IN NOME DEL POPOLO ITALIANO

LA CORTE COSTITUZIONALE

 

composta dai signori Giudici:

Prof. Leopoldo ELIA

Prof. Antonino DE STEFANO

Prof. Guglielmo ROEHRSSEN

Avv. Oronzo REALE

Dott. Brunetto BUCCIARELLI DUCCI

Avv. Alberto MALAGUGINI

Prof. Livio PALADIN

Prof. Antonio LA PERGOLA

Prof. Virgilio ANDRIOLI

Prof. Giuseppe FERRARI

Dott. Francesco SAJA

Prof. Giovanni CONSO

ha pronunciato la seguente

 

SENTENZA

 

nel giudizio di legittimità costituzionale dell'art. 50, commi 22 e 23, della legge della Regione Veneto 26 novembre 1973, n. 25 (Organizzazione amministrativa della Regione, stato giuridico e trattamento economico del personale regionale), promosso con ordinanza emessa l'1 dicembre 1976 dal Tribunale amministrativo regionale del Veneto sul ricorso proposto da Venettoni Leonardo contro la Regione Veneto ed altro, iscritta al n. 421 del registro ordinanze 1977 e pubblicata nella Gazzetta Ufficiale della Repubblica n. 299 del 2 novembre 1977.

Visto l'atto di costituzione della Regione Veneto;

udito nell'udienza pubblica del 5 maggio 1982 il Giudice relatore Giuseppe Ferrari;

udito l'avvocato Guido Viola, per la Regione Veneto.

 

Ritenuto in fatto

 

1. - Leonardo Venettoni, trasferito dall'INAPLI alla regione Veneto il 1 luglio 1972 ed inquadrato, in esecuzione della legge regionale 26 novembre 1973, n. 25 (Organizzazione amministrativa della regione, stato giuridico e trattamento economico del personale regionale), nel ruolo del personale regionale con la qualifica di "collaboratore", in data 26 febbraio 1974 venne comandato a prestare servizio presso il TAR per il Veneto, rimanendovi fino al 16 maggio 1975. In data 24 settembre 1975 richiese l'attribuzione della qualifica superiore corrispondente alle mansioni di "direttore di sezione" svolte presso il TAR e, in esito alla nota del 9 ottobre 1975, con la quale il Presidente della Giunta regionale gli comunicava che questa non aveva ritenuto di avvalersi nei suoi confronti della facoltà di cui all'art. 50, comma ventiduesimo, della legge regionale n. 25 del 1973, adì il TAR, chiedendo che, previo annullamento della citata comunicazione, la regione Veneto fosse dichiarata tenuta ad applicare nei suoi confronti la norma in questione.
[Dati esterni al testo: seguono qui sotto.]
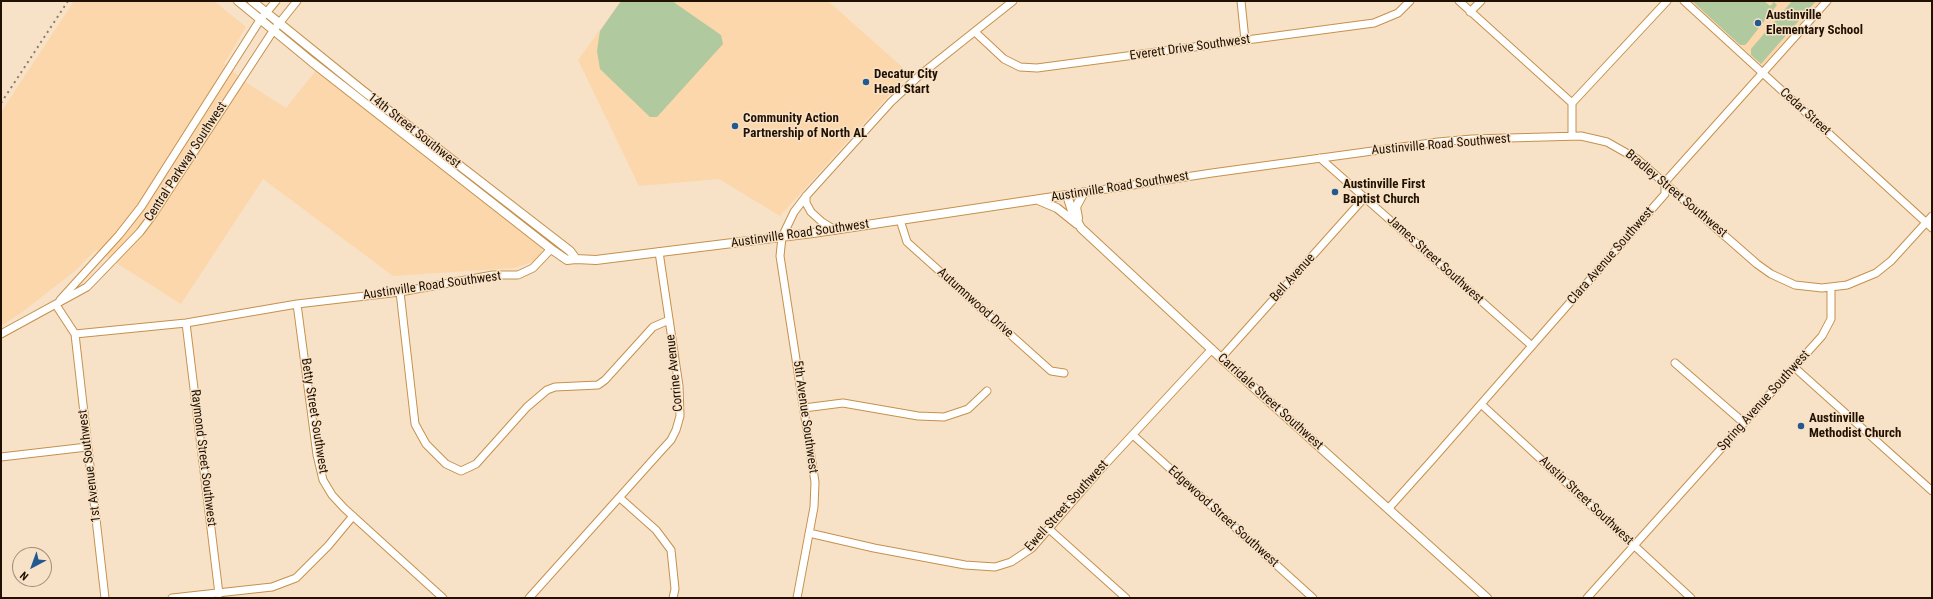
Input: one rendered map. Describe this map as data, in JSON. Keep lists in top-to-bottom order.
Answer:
{
  "streets": {
    "main road": ["14th Street Southwest", "Austinville Road Southwest", "Carridale Street Southwest"],
    "street": [
      "Everett Drive Southwest",
      "Cedar Street",
      "Central Parkway Southwest",
      "Bradley Street Southwest",
      "Clara Avenue Southwest",
      "James Street Southwest",
      "Bell Avenue",
      "Autumnwood Drive",
      "Corrine Avenue",
      "Spring Avenue Southwest",
      "Betty Street Southwest",
      "5th Avenue Southwest",
      "Raymond Street Southwest",
      "1st Avenue Southwest",
      "Austin Street Southwest",
      "Ewell Street Southwest",
      "Edgewood Street Southwest"
    ]
  },
  "crossings": [
    ["Cedar Street", "Clara Avenue Southwest"],
    ["14th Street Southwest", "Austinville Road Southwest"],
    ["14th Street Southwest", "Central Parkway Southwest"],
    ["Austinville Road Southwest", "Bradley Street Southwest"],
    ["Austinville Road Southwest", "James Street Southwest"],
    ["Austinville Road Southwest", "Autumnwood Drive"],
    ["Austinville Road Southwest", "Corrine Avenue"],
    ["Austinville Road Southwest", "Carridale Street Southwest"],
    ["Austinville Road Southwest", "Betty Street Southwest"],
    ["Austinville Road Southwest", "5th Avenue Southwest"],
    ["Austinville Road Southwest", "Raymond Street Southwest"],
    ["Austinville Road Southwest", "1st Avenue Southwest"],
    ["Bradley Street Southwest", "Clara Avenue Southwest"],
    ["Bradley Street Southwest", "Spring Avenue Southwest"],
    ["Clara Avenue Southwest", "James Street Southwest"],
    ["Clara Avenue Southwest", "Carridale Street Southwest"],
    ["Clara Avenue Southwest", "Austin Street Southwest"],
    ["James Street Southwest", "Bell Avenue"],
    ["Bell Avenue", "Carridale Street Southwest"],
    ["Spring Avenue Southwest", "Austin Street Southwest"],
    ["Carridale Street Southwest", "Ewell Street Southwest"],
    ["5th Avenue Southwest", "Ewell Street Southwest"],
    ["Ewell Street Southwest", "Edgewood Street Southwest"]
  ],
  "places": [
    "Austinville Elementary School",
    "Decatur City Head Start",
    "Community Action Partnership of North AL",
    "Austinville First Baptist Church",
    "Austinville Methodist Church"
  ],
  "north": "bottom left"
}
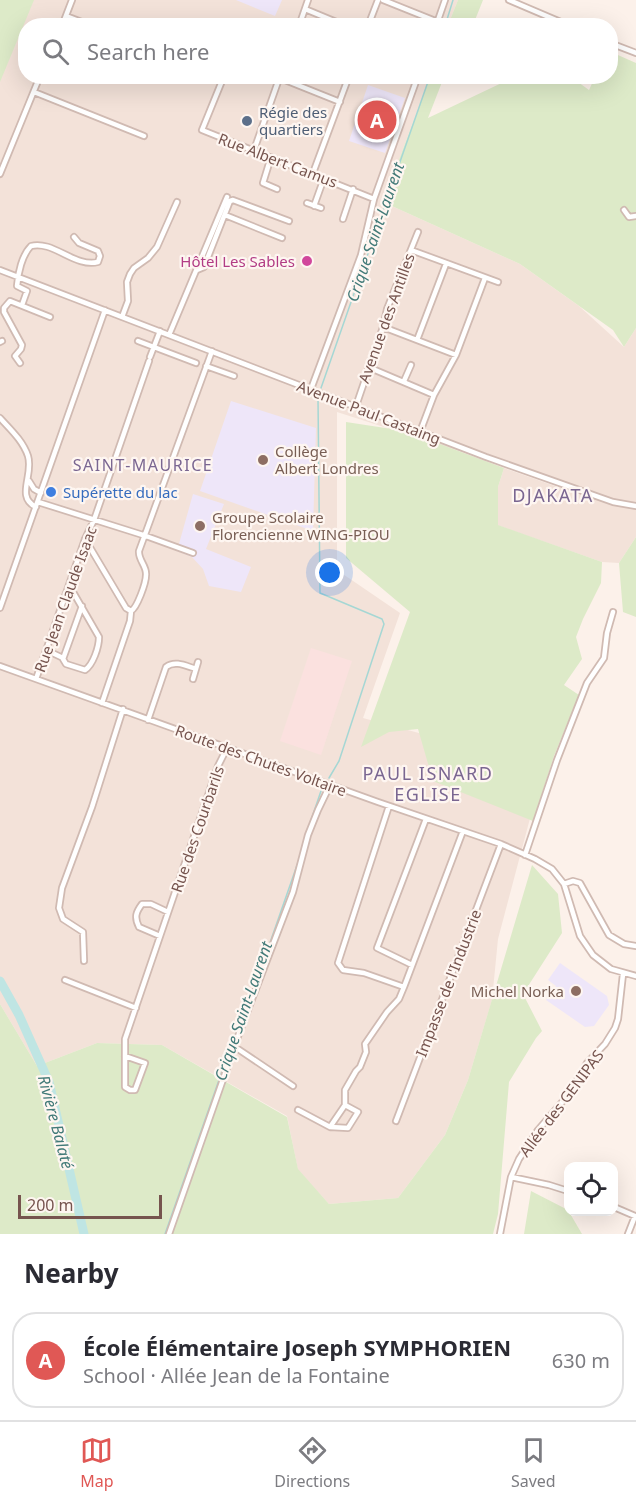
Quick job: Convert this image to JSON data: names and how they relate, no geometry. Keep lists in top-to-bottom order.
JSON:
{
  "streets": {
    "street": [
      "Rue Albert Camus",
      "Avenue des Antilles",
      "Avenue Paul Castaing",
      "Rue Jean Claude Isaac",
      "Route des Chutes Voltaire",
      "Rue des Courbarils",
      "Impasse de l'Industrie",
      "Allée des GENIPAS"
    ]
  },
  "crossings": [
    ["Avenue des Antilles", "Avenue Paul Castaing"],
    ["Avenue Paul Castaing", "Rue Jean Claude Isaac"],
    ["Rue Jean Claude Isaac", "Route des Chutes Voltaire"],
    ["Route des Chutes Voltaire", "Rue des Courbarils"],
    ["Route des Chutes Voltaire", "Impasse de l'Industrie"]
  ],
  "districts": ["SAINT-MAURICE", "DJAKATA", "PAUL ISNARD EGLISE"],
  "water": ["Crique Saint-Laurent", "Rivière Balaté"],
  "places": [
    "Régie des quartiers",
    "Hôtel Les Sables",
    "Collège Albert Londres",
    "Supérette du lac",
    "Groupe Scolaire Florencienne WING-PIOU",
    "Michel Norka"
  ],
  "scale_bar": "200 m",
  "page": {
    "search": "Search here",
    "pins": "A",
    "scale": "200 m",
    "heading": "Nearby",
    "list": [
      {
        "mark": "A",
        "name": "École Élémentaire Joseph SYMPHORIEN",
        "note": "School · Allée Jean de la Fontaine",
        "value": "630 m"
      }
    ],
    "nav": ["Map", "Directions", "Saved"]
  }
}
La Regione, costituitasi in giudizio, eccepì il difetto di tutti i presupposti per l'attribuzione della qualifica superiore, fra cui l'atto formale di conferimento delle superiori mansioni da parte della Giunta regionale, al quale peraltro il ricorrente considerava equipollente l'analogo provvedimento del TAR. Le parti, inoltre, controvertevano sull'interpretazione del disposto "potrà attribuire", di cui al ventiduesimo comma dell'art. 50 l.r. citata: secondo la Regione, la norma riservava ampia discrezionalità alla Giunta regionale; secondo il ricorrente, invece, essa andava intesa nel senso che, una volta accertata la ricorrenza dei presupposti di legge, la Giunta era tenuta ad attribuire la qualifica superiore. Il ventiduesimo comma, infatti, dell'art. 50 della l.r. citata così disponeva: " All'atto del primo inquadramento nei ruoli regionali e comunque non oltre un anno dall'entrata in vigore della presente legge, la Giunta regionale, nell'osservanza dei principi fondamentali della legislazione statale, in riconoscimento dello svolgimento di compiti superiori rispetto a quelli previsti dalla qualifica regionale di inquadramento, potrà attribuire, sentite le organizzazioni sindacali più rappresentative, ai singoli impiegati trasferiti dallo Stato o dagli ex INIASA ENALC, INAPLI, comandati o distaccati dallo Stato o dagli Enti locali, la qualifica immediatamente superiore a quella spettante ai sensi dei commi precedenti, purché i detti compiti risultino da atto formale della Giunta e siano svolti da almeno sei mesi".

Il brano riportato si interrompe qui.